Trade credit insurers expect to see more claims in the April-June period, from businesses that have struggled to maintain cashflow over the summer holiday period.

Mr Huey says retail continues to struggle but construction seems to be recovering. Atradius was prepared for Queensland businesses to experience difficulties following the floods and Cyclone Yasi, but he says they seem to have bounced back.

Mr Cheesman says he has noticed more interest in trade credit since of the middle of this year, with business owners finding it harder to collect debts and being shocked when long-established customers and suppliers have closed.

He told insuranceNEWS.com.au margins in the building and steel industries are tight.

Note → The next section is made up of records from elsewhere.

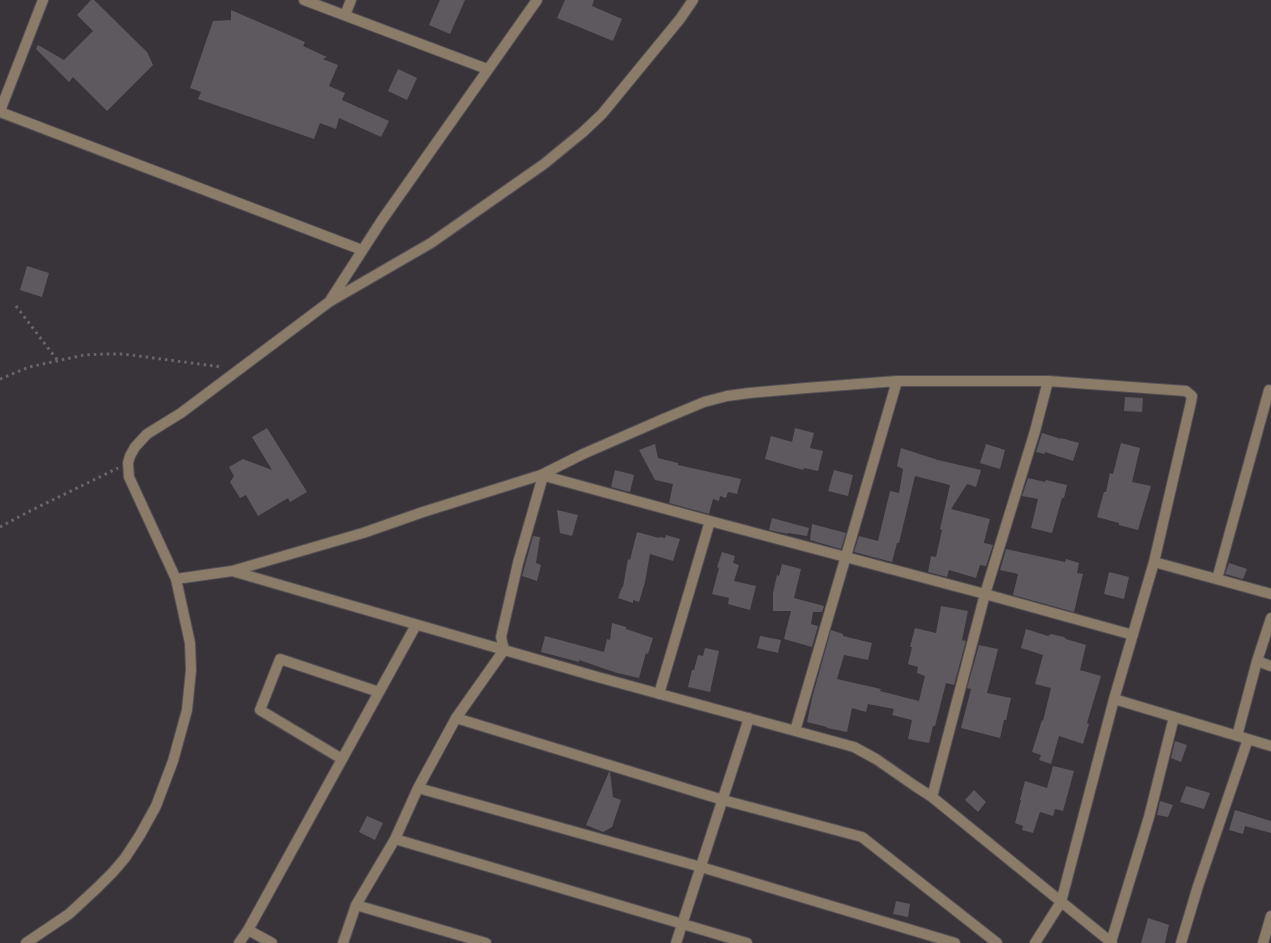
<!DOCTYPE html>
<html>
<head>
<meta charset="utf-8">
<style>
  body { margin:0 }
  canvas { display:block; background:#383439 }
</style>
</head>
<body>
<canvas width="1271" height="943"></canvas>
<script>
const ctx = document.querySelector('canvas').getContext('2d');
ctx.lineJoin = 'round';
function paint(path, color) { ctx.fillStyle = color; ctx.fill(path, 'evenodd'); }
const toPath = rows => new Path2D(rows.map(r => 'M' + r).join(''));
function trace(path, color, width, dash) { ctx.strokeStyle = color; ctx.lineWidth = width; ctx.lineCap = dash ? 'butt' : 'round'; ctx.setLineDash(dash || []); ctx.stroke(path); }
paint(toPath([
  [91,0,94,0,147,52,153,65,107,111,73,77,69,82,36,49,38,45,64,60,93,31,77,15],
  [440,0,465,0,450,34,429,25],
  [565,0,594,0,592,6,622,19,613,41,557,18],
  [231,10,305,42,303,46,327,57,323,59,338,65,329,86,345,93,342,100,389,121,381,137,339,118,336,129,320,123,314,139,198,99,201,92,190,88,213,21,231,20],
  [398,69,417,78,407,100,388,91],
  [27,266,49,273,42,297,20,290],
  [1125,397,1143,398,1142,412,1124,411],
  [267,428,307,492,290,502,288,498,258,516,246,495,240,498,230,482,234,476,229,467,243,459,272,470,252,437],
  [795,428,814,433,810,448,823,451,818,471,804,468,803,470,765,459,771,436,792,442],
  [1042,433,1061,439,1061,438,1079,443,1073,461,1045,452,1045,454,1036,452],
  [1121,443,1140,448,1132,482,1151,486,1138,530,1119,525,1119,523,1097,517,1104,492,1106,492,1110,473,1113,474],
  [655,444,658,458,678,463,678,465,741,479,737,494,728,492,726,498,720,496,719,501,713,499,709,514,669,503,673,484,655,480,639,450],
  [986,444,1005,450,1000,469,980,463],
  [901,448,938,460,981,470,976,487,967,484,951,509,990,519,984,542,984,543,993,545,986,566,980,565,976,578,949,570,947,577,928,572,931,556,936,557,942,530,940,529,950,485,915,476,904,522,899,543,897,543,892,562,854,552,859,536,878,541,890,491,899,493,903,469,897,466],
  [615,470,634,475,630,492,611,487],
  [834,470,853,475,848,496,828,491],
  [1028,478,1045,482,1046,480,1067,485,1064,498,1062,498,1052,533,1031,528,1038,499,1022,496],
  [557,510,578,515,572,536,560,533],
  [772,518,809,528,807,536,788,533,788,534,769,530],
  [812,524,846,533,841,549,810,540],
  [637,532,659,538,659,537,665,538,666,535,680,539,673,561,650,554,645,582,639,602,633,600,633,603,618,598,622,587,623,587,628,559,630,560],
  [533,536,540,537,536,563,541,565,537,581,522,576],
  [1006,549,1065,562,1066,559,1079,563,1077,573,1083,574,1074,612,1013,595,1018,574,1000,570],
  [722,552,735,556,733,563,739,565,734,581,756,586,750,610,728,604,729,598,712,594,719,568,717,567],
  [1229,563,1247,569,1243,579,1225,574],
  [782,564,801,569,794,598,824,606,822,612,813,612,811,624,818,626,812,647,784,639,791,611,773,611,773,593,777,575,779,576],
  [1109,572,1129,577,1124,599,1104,594],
  [941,606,968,611,962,640,966,641,954,685,946,683,935,726,933,726,929,743,908,739,912,720,892,715,894,709,868,704,866,712,852,708,847,732,827,728,827,727,807,722,812,698,831,630,843,634,843,636,872,643,868,660,844,655,837,679,881,689,880,691,919,701,925,676,917,673,918,667,908,664,912,647,910,647,915,628,936,633],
  [612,623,626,627,626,629,653,638,648,654,646,653,639,678,617,673,579,660,579,662,541,652,545,636,604,652,607,639,610,640],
  [1026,629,1048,636,1051,634,1064,637,1066,639,1086,645,1080,670,1101,676,1087,723,1089,724,1083,744,1059,736,1051,764,1039,760,1041,755,1032,752,1042,720,1043,721,1051,688,1035,684,1043,655,1021,648],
  [760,636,781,640,778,653,757,648],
  [979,645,998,649,987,693,1011,698,1006,720,1004,720,1000,738,961,728,971,689,967,688],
  [705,648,719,651,710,692,688,687,692,670,694,670,698,655,703,656],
  [1175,741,1187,745,1181,762,1171,758],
  [1053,766,1074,771,1063,811,1055,809,1053,816,1040,812,1033,833,1022,830,1023,826,1015,823,1021,800,1020,800,1025,781,1047,788],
  [609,772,610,772,613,797,621,800,612,827,603,832,586,825],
  [1186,786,1210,793,1204,809,1180,802],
  [974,790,986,802,978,812,965,800],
  [1160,801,1173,805,1168,817,1157,815],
  [1235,810,1271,821,1271,833,1245,826,1243,834,1229,830],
  [367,816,383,823,375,840,359,832],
  [896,901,910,904,908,917,893,914],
  [1148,918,1169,925,1165,943,1141,943]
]), '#5d595e');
const street = toPath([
  [304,0,487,69],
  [345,15,351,0],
  [0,111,43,0],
  [0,112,362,250],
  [331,299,382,220,537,0],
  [541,475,710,521,985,594,1133,635],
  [1154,562,1271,594],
  [232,571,594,676,854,747,876,759,915,786,932,797,1112,943],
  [176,579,232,571,363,533,423,512,541,475,583,454,661,420,704,402,727,396,749,393,806,388,897,381,1048,381,1186,391,1192,396,1191,402,1154,562,1114,699,1061,902,1035,943],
  [1217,579,1269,390],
  [1257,661,1271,666],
  [659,694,710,521],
  [1114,699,1271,746],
  [456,718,723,800,862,837,997,943],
  [795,731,897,381],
  [1237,736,1257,661,1271,618],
  [342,759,260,710,280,659,379,692],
  [418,788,701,867,955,943],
  [932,797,985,594,1035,431,1048,381],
  [395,839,747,943],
  [356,905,486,943],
  [1111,942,1149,817,1174,717],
  [26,943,69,914,97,888,113,872,125,858,140,835,156,806,173,761,187,710,191,670,190,643,176,579,129,477,128,463,130,456,135,447,147,434,181,413,329,302,431,243,544,164,583,132,602,114,680,19,693,0],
  [239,943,248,930],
  [272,943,248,930,416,625],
  [343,943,356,905,395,839,418,788,456,718,504,650,501,637,518,563,543,476],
  [676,943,749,718],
  [1181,943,1198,886,1248,739],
  [1263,943,1271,916]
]);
trace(street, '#545055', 12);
trace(toPath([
  [16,306,58,361],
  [0,379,29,367,84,355,104,354,123,354,222,367],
  [0,527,28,512,118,468]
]), '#69666a', 3, [2.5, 4]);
trace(street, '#8b7b69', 10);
</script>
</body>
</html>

He is encouraging clients to look at their own clients’ finances annually, because a lot can change in a couple of years and then there is a domino effect when other traders don’t get paid.

Mr Cheesman says suppliers rather than banks or the Australian Taxation Office (ATO) instigated a large percentage of insolvencies in the last quarter.

“Getting free credit through your supplier network is getting tighter.”

Creditor-appointed court liquidations rose 33% in the September quarter, and ASIC Senior Executive Leader of Insolvency Practitioners Adrian Brown says this trend confirms reports that creditors, including the ATO and workers’ compensation insurers, are continuing to tighten up on debt recovery.

Atradius’ business is divided fairly evenly between exporters and domestic trade, and Mr Huey says the exporters have a stronger sense of risk from the international environment.

He says three-quarters of business that did not renew this year went to self-insurance, which was either because business-owners were confident about the outlook or because they wanted to cut costs in a tough trading environment.

“On the other hand, 80% of my new business has been new to this insurance,” he said. “People have recognised things are changing and they have to look at this product.”

Mr Huey expects a mild recession in Europe next year with a slow recovery to follow. He says the European crisis is not a case of “pulling a couple of fiscal levers” but relates to cultural factors and bloated public services that will take time to change.